▶ **Exercise**: Could you count the lines in the listing that include the word "Wager"? Give only the number.

Segment Open

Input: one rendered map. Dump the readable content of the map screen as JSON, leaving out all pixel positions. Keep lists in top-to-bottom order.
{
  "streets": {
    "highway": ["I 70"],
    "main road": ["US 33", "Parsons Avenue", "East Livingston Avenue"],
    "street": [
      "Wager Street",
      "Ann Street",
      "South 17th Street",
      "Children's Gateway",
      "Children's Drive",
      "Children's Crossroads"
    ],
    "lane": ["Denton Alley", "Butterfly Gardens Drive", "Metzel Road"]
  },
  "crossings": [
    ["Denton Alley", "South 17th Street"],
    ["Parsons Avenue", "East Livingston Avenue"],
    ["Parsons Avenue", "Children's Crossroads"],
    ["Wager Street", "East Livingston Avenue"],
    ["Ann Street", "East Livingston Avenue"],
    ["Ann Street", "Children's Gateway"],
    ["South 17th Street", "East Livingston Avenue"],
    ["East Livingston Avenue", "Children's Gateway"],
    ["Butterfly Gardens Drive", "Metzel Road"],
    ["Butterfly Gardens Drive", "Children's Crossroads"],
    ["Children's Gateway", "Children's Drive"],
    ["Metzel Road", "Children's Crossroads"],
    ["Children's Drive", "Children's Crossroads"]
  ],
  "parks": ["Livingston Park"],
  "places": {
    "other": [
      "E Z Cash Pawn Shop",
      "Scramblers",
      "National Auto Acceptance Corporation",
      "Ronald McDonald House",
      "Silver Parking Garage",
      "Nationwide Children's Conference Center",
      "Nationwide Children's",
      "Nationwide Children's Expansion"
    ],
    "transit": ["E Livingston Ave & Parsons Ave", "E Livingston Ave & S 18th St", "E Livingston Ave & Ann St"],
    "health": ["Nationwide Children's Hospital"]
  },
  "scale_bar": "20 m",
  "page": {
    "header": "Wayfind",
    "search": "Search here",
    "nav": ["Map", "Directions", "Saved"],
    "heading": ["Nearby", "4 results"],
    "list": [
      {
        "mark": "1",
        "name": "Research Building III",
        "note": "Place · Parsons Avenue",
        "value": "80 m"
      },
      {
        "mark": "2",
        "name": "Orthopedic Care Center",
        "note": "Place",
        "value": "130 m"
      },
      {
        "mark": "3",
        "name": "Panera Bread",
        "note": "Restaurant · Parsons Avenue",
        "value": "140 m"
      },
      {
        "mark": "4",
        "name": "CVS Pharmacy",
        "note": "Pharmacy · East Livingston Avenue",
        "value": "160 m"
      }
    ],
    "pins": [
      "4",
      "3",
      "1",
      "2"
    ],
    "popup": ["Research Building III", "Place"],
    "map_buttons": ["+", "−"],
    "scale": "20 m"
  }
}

Segment Closed

▶ **Result for this task**: 2